In a recent blog post, ‘Security in the Internet of Things‘, Paul Chen discussed the importance of security in the Internet of Things (IoT), and how Wind River had recently released two new versions of the VxWorks MILS Platform, which can be used for securing critical infrastructure. Paul also mentioned that the VxWorks MILS Platform is available with a comprehensive security evidence package, and it’s worth reflecting on the significance of this important milestone.

The Multiple Independent Levels of Security (MILS) software architecture was originally proposed many years ago, and in recent years as technology and commercial implementations of separation kernels (SK) have evolved, the development of MILS systems has become technically and commercially viable.

The release of the comprehensive security evidence package for VxWorks MILS provides the relevant artefacts which support the high robustness claims that Wind River makes for the VxWorks MILS Separation Kernel. The evidence package contains the relevant security artefacts for “U.S. Government Protection Profile for Separation Kernels in Environments Requiring High Robustness,” version 1.03 (SKPP) and Common Criteria, including covert channel analysis and penetration testing results. These artefacts can be used as part of a system certification under the recently revised security evaluation processes.

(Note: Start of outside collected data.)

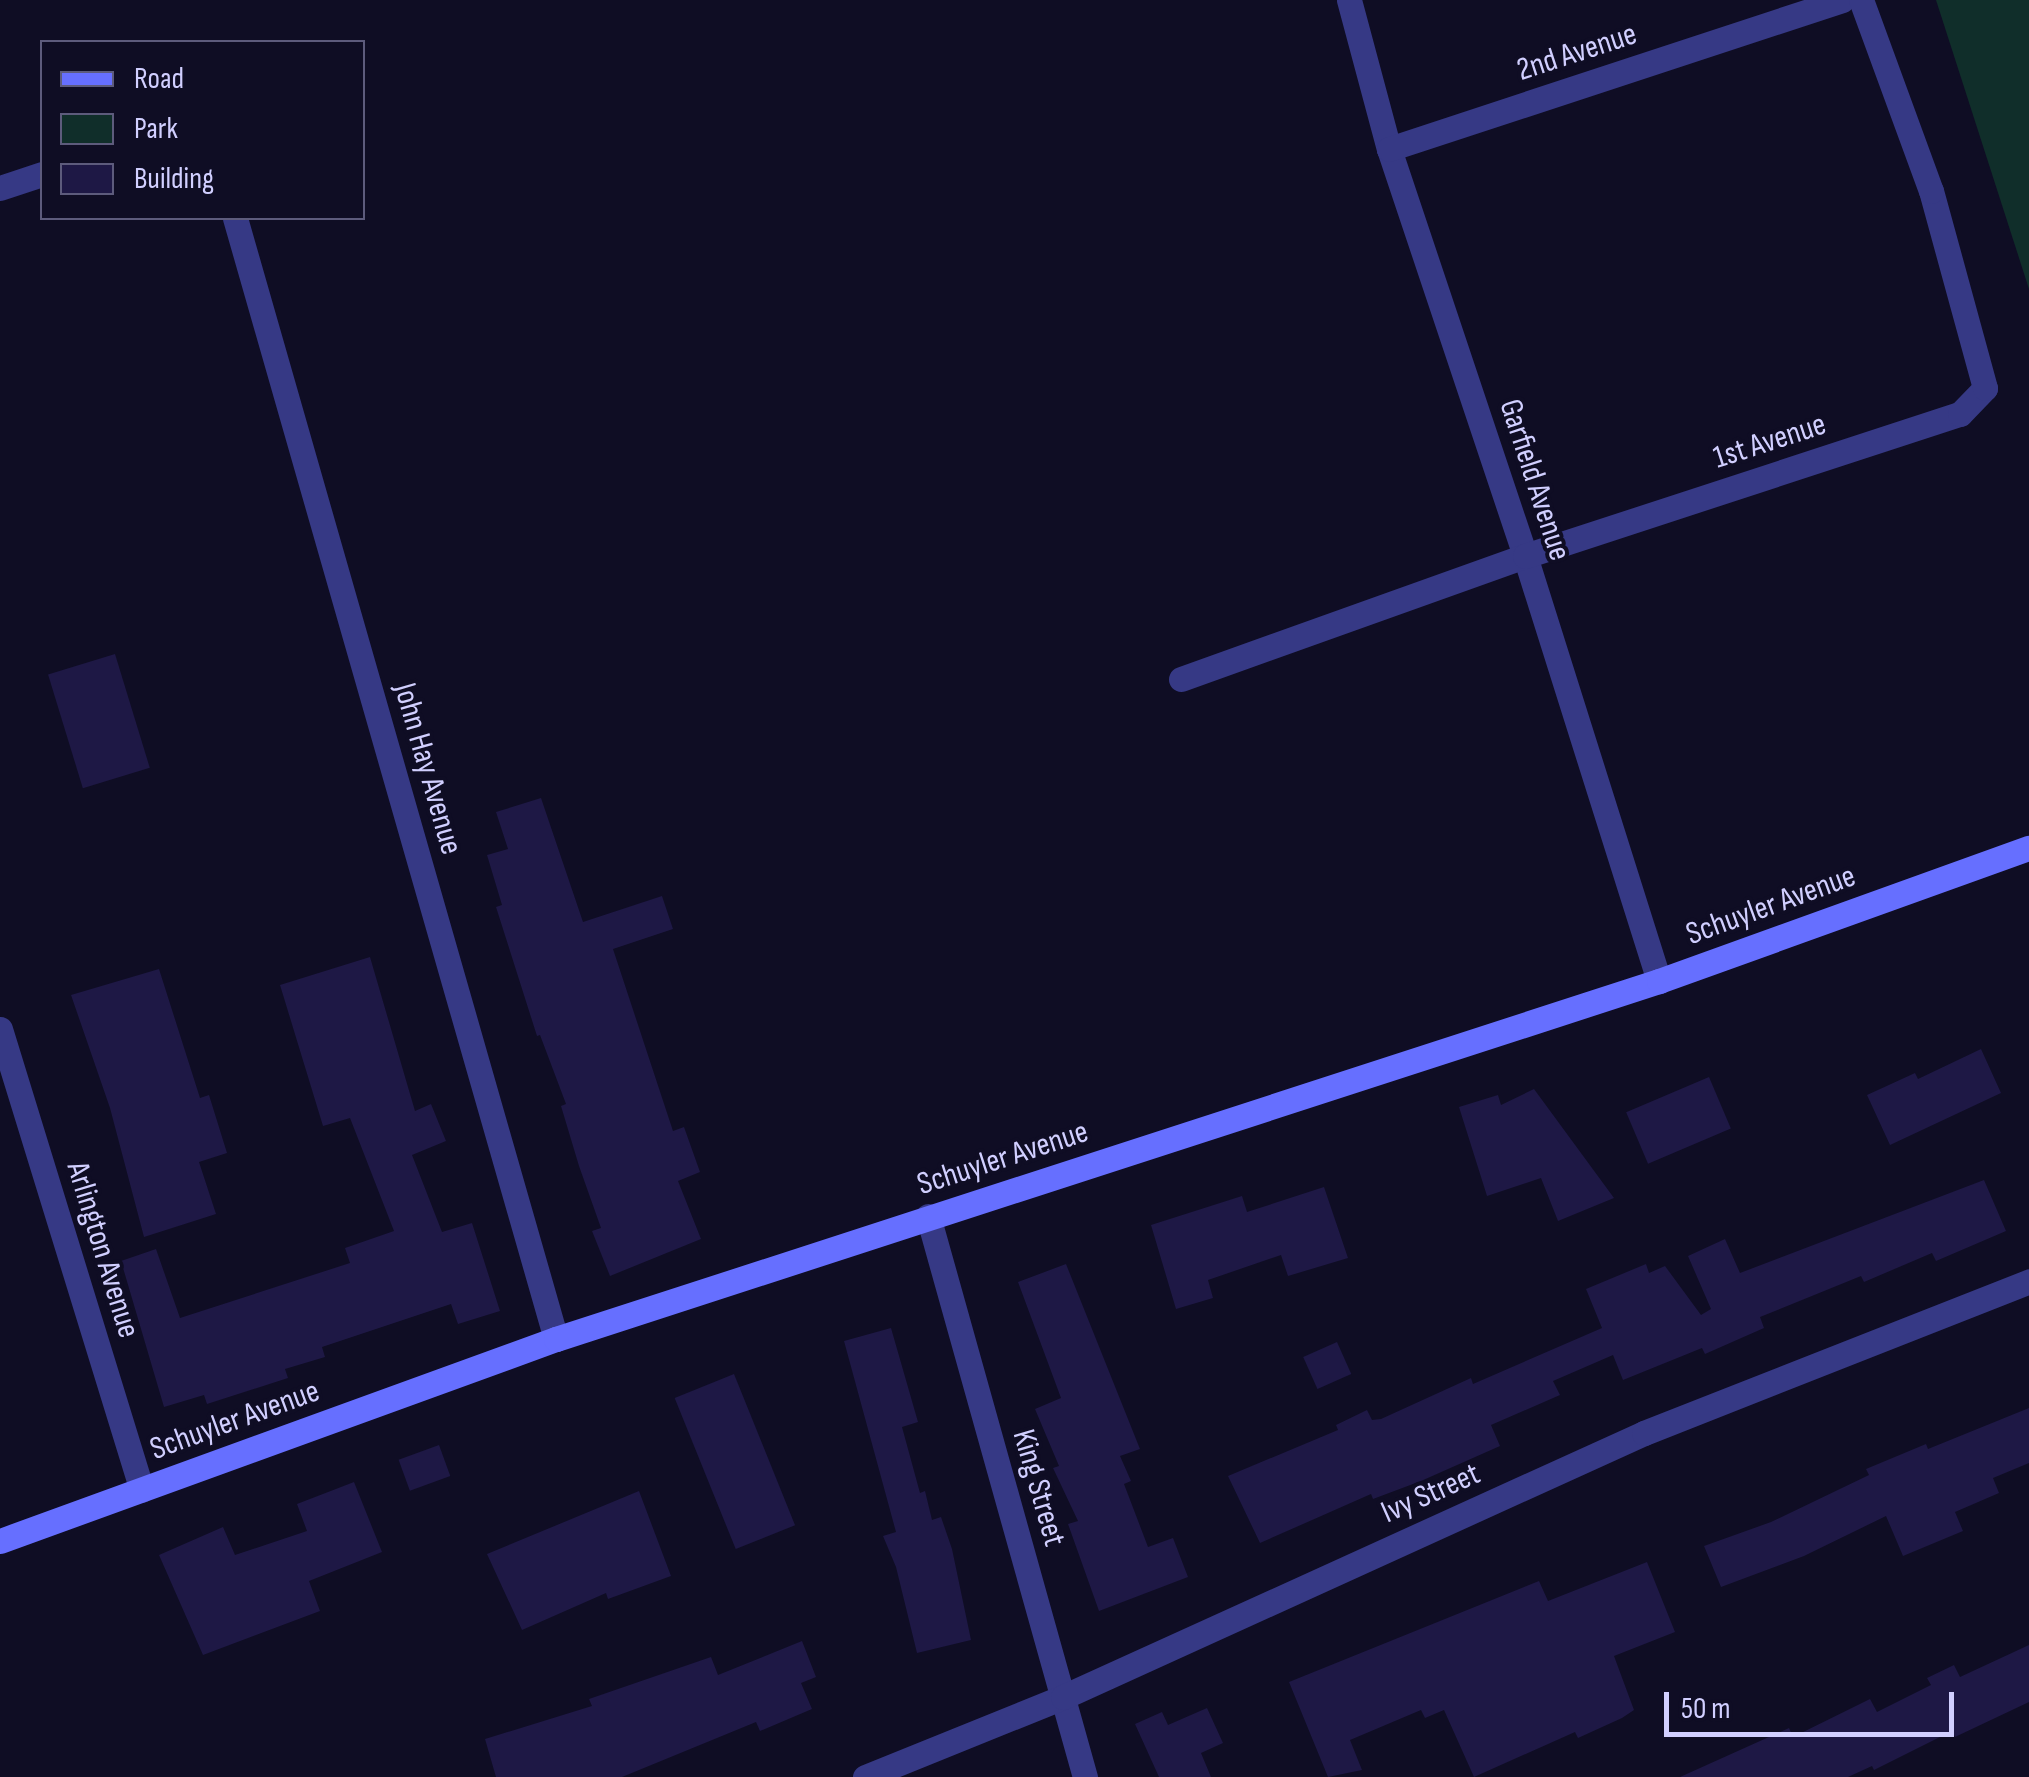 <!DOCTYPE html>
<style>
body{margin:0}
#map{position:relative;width:2029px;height:1777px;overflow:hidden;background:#0f0d24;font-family:"Sofia Sans Condensed",sans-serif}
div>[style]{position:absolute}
.green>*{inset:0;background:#102e2a}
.building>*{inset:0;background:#1e1845;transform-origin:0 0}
.street>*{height:25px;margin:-12.5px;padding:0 12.5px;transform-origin:12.5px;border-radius:12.5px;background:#363985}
.secondary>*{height:25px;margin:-12.5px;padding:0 12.5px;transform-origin:12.5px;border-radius:12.5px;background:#666fff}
span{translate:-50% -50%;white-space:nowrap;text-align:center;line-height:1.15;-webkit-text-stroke:8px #0f0d24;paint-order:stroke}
.street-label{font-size:32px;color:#d1cfff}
.legend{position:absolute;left:40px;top:40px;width:325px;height:180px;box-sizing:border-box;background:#0f0d24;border:2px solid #5d5b7c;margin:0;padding:12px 18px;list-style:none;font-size:30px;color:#d1cfff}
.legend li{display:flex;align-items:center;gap:20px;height:50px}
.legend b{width:50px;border:2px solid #5d5b7c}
.scale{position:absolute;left:1664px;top:1692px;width:290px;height:45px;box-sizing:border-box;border:5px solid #d1cfff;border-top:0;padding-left:12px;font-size:30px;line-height:35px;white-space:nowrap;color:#d1cfff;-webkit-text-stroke:8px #0f0d24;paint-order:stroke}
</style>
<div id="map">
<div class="green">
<div style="clip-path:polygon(1936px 0,2029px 0,2029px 289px)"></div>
</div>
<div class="building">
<div style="left:115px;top:654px;width:119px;height:70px;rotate:73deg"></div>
<div style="clip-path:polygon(541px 798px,583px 922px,662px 896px,673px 929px,613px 949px,673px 1131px,684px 1127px,700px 1172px,678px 1181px,701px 1239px,610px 1276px,592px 1231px,601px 1228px,579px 1166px,561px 1106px,566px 1104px,540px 1035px,537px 1036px,496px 907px,502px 905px,487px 855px,508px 849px,496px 812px)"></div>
<div style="clip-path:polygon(370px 957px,415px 1111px,431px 1104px,446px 1141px,412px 1155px,442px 1232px,472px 1223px,500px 1311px,458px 1324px,451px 1304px,322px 1347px,325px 1357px,285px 1369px,288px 1378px,207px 1404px,204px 1395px,164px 1407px,121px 1261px,156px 1249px,180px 1318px,350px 1263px,345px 1248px,394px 1231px,350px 1118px,323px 1126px,280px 985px)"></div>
<div style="clip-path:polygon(159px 969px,200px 1098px,209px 1095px,227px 1153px,199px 1162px,216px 1214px,144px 1237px,110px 1108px,71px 995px)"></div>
<div style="clip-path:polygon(1981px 1049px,2001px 1093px,1890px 1145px,1867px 1095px,1915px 1073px,1918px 1079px)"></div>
<div style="left:1709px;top:1077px;width:56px;height:90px;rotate:67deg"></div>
<div style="clip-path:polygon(1534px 1089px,1614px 1198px,1558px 1221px,1541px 1178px,1487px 1196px,1459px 1107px,1498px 1095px,1501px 1105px)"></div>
<div style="clip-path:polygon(1984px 1180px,2006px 1231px,1936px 1261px,1932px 1253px,1864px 1282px,1861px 1276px,1760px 1317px,1764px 1328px,1705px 1354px,1702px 1348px,1623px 1380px,1613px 1355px,1553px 1381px,1560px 1395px,1491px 1425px,1500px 1446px,1421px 1481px,1373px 1499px,1371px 1494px,1260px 1543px,1228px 1476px,1338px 1430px,1336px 1425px,1367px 1410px,1372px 1420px,1381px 1419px,1471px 1378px,1473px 1384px,1602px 1328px,1586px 1289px,1646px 1264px,1649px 1273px,1665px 1266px,1701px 1315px,1711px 1309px,1688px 1256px,1725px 1239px,1740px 1273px)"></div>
<div style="clip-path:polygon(1324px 1187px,1348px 1258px,1288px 1276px,1281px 1255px,1208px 1280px,1213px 1298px,1176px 1309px,1151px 1225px,1242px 1196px,1247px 1212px)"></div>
<div style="clip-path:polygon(1066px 1264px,1140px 1449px,1120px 1456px,1131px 1481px,1124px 1484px,1148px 1547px,1173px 1538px,1188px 1577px,1099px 1611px,1068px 1524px,1078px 1521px,1053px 1468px,1059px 1466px,1035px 1409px,1061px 1398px,1018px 1282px)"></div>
<div style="clip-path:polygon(891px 1328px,918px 1422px,902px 1427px,920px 1493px,925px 1491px,932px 1520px,941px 1517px,952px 1549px,971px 1640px,917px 1653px,896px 1567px,883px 1536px,896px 1532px,844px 1341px)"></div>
<div style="left:1337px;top:1342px;width:35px;height:37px;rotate:66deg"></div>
<div style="left:734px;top:1374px;width:163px;height:64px;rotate:68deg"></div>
<div style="clip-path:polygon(2029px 1408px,2029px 1463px,1993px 1478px,1999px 1493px,1955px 1512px,1963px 1531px,1903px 1556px,1886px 1516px,1804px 1556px,1721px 1587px,1704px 1546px,1771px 1522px,1869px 1475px,1866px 1469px,1926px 1444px,1928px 1449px)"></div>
<div style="left:439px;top:1445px;width:33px;height:43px;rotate:70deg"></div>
<div style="clip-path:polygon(354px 1482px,382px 1552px,309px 1581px,320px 1611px,203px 1655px,159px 1555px,223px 1527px,235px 1555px,307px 1531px,297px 1504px)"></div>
<div style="clip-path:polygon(639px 1491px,671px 1576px,608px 1599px,606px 1593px,522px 1630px,487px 1554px)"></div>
<div style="clip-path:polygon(1647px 1562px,1675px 1632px,1614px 1656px,1634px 1710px,1622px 1718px,1578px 1738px,1575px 1732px,1474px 1777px,1444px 1710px,1425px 1718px,1421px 1710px,1350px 1740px,1362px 1770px,1328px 1777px,1289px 1682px,1539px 1581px,1548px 1601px)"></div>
<div style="clip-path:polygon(802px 1641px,816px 1677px,801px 1683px,812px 1709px,760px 1731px,756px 1722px,622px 1777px,496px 1777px,485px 1739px,592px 1706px,589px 1699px,711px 1657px,718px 1675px)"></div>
<div style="clip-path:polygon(2029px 1645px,2029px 1702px,1955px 1737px,1952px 1731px,1874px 1770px,1872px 1766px,1848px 1777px,1680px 1777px,1789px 1728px,1793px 1737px,1870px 1699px,1877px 1712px,1931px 1685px,1927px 1678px,1954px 1665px,1960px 1677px)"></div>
<div style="clip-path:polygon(1207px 1708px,1223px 1743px,1201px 1753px,1211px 1777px,1159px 1777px,1135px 1724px,1162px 1712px,1168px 1725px)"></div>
</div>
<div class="street">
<div style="left:1349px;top:0;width:154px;rotate:75deg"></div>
<div style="left:1389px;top:149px;width:429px;rotate:71.5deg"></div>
<div style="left:1525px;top:556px;width:446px;rotate:72.5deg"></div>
<div style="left:1389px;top:149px;width:477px;rotate:-18.2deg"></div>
<div style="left:0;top:188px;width:44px;rotate:-18.4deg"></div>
<div style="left:235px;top:218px;width:1166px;rotate:74.02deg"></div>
<div style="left:1181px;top:679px;width:365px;rotate:-19.7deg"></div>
<div style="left:1525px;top:556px;width:458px;rotate:-18.1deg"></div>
<div style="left:1960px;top:414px;width:36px;rotate:-46deg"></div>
<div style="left:1985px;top:388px;width:204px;rotate:-105.3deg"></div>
<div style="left:1931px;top:191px;width:203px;rotate:-110.1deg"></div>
<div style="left:0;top:1029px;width:482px;rotate:72.9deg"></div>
<div style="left:928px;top:1216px;width:583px;rotate:74.37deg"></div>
<div style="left:865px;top:1777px;width:214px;rotate:-22deg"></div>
<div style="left:1063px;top:1697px;width:638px;rotate:-24.44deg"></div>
<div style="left:1644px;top:1433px;width:414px;rotate:-21.5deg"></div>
</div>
<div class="secondary">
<div style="left:0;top:1541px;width:592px;rotate:-19.97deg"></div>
<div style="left:556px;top:1339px;width:1160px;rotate:-17.98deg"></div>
<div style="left:1659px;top:981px;width:393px;rotate:-19.8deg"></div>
</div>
<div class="street-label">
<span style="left:1577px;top:53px;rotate:-18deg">2nd Avenue</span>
<span style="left:1770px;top:442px;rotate:-18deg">1st Avenue</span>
<span style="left:1534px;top:480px;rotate:72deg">Garfield Avenue</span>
<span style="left:427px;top:769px;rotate:74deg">John Hay Avenue</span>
<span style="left:1771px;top:906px;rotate:-20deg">Schuyler Avenue</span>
<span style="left:1003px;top:1159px;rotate:-18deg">Schuyler Avenue</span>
<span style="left:102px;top:1250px;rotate:73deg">Arlington Avenue</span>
<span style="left:235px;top:1421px;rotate:-20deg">Schuyler Avenue</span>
<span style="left:1038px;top:1488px;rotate:74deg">King Street</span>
<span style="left:1431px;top:1494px;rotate:-24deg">Ivy Street</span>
</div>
<ul class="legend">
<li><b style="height:12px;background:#666fff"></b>Road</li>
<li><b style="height:28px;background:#102e2a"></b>Park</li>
<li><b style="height:28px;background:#1e1845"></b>Building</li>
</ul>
<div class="scale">50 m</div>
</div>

I also want to highlight the fact that this package also includes the safety artefacts required for RTCA DO-178C (EUROCAE ED-12C) Design Assurance Level A safety certification. This is particularly important as there is an increasing trend for critical infrastructure systems to have both safety and security requirements, e.g. security-critical systems that fly in aircraft in commercial airspace.

These artefacts enable Wind River customers to utilize the VxWorks MILS architecture in their critical infrastructure applications, prior to the deployment of these systems. In summary, the use of MLS architectures is moving from R&D/early adopter phase to mainstream usage.